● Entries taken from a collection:

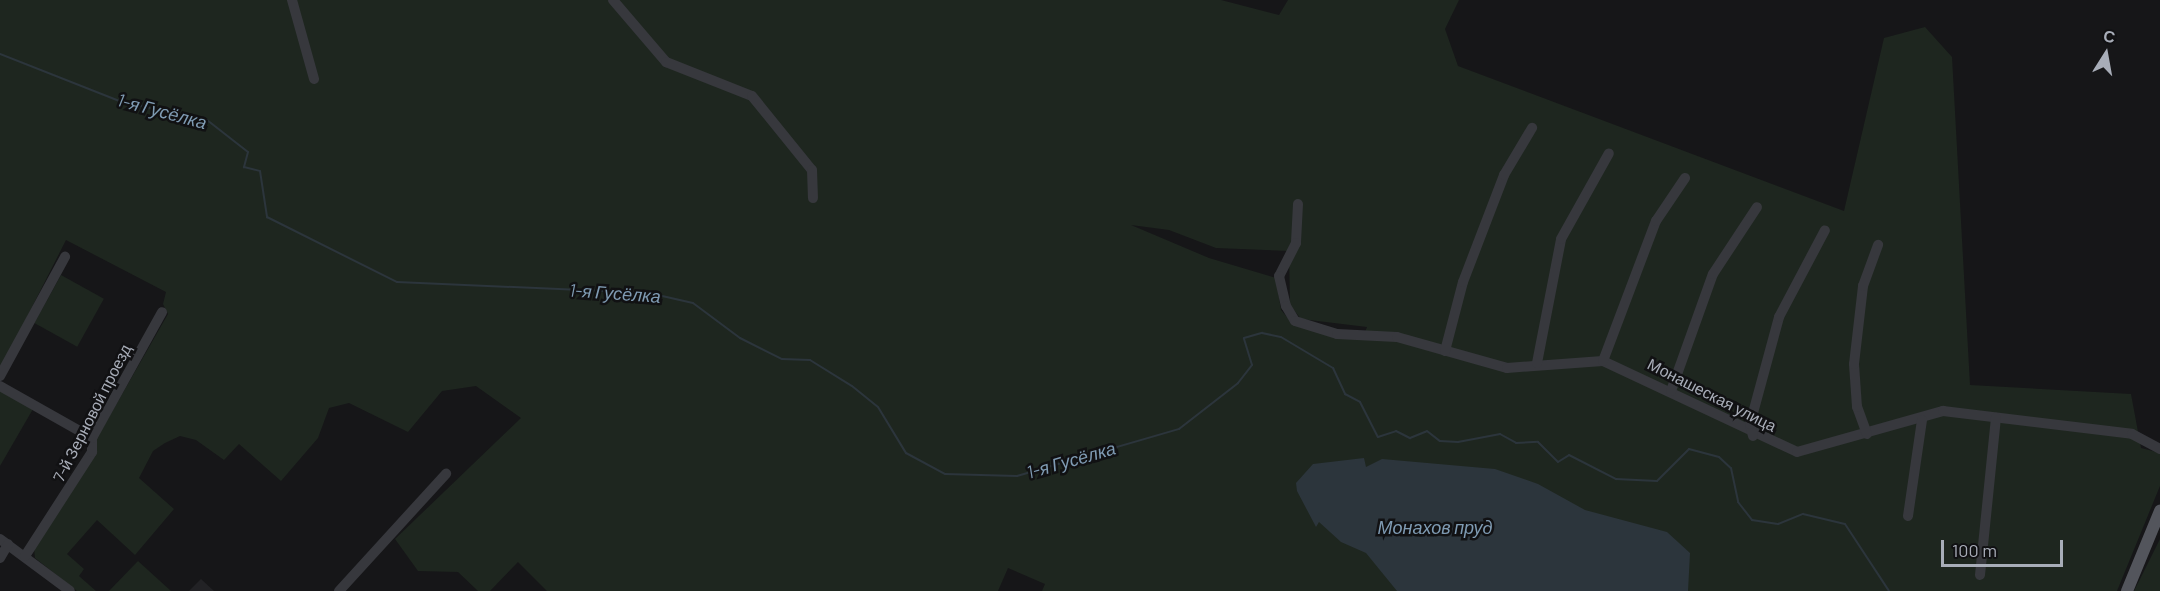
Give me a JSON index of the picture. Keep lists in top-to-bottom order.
{
  "streets": {
    "street": ["Монашеская улица", "7-й Зерновой проезд"]
  },
  "water": ["1-я Гусёлка", "Монахов пруд"],
  "scale_bar": "100 m",
  "north": "top"
}
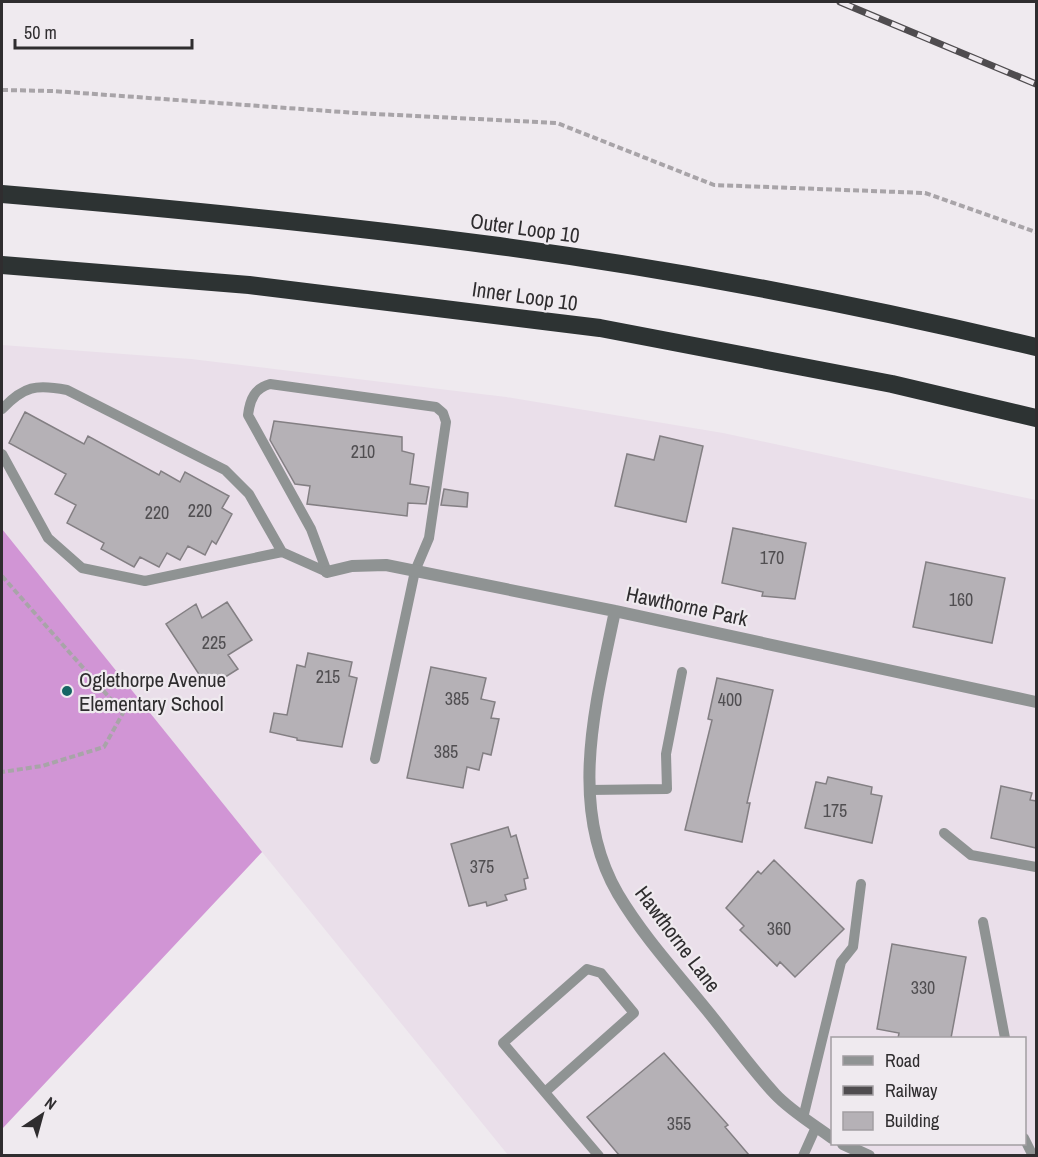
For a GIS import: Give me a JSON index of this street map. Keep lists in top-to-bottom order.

● PROBLEM STATEMENT: Return all records exactly as they stand above, except for pictures.

● EXERCISE ANSWER:
Give me a JSON index of the picture. Keep lists in top-to-bottom order.
{
  "streets": {
    "street": ["Монашеская улица", "7-й Зерновой проезд"]
  },
  "water": ["1-я Гусёлка", "Монахов пруд"],
  "scale_bar": "100 m",
  "north": "top"
}
For a GIS import: Give me a JSON index of this street map. Keep lists in top-to-bottom order.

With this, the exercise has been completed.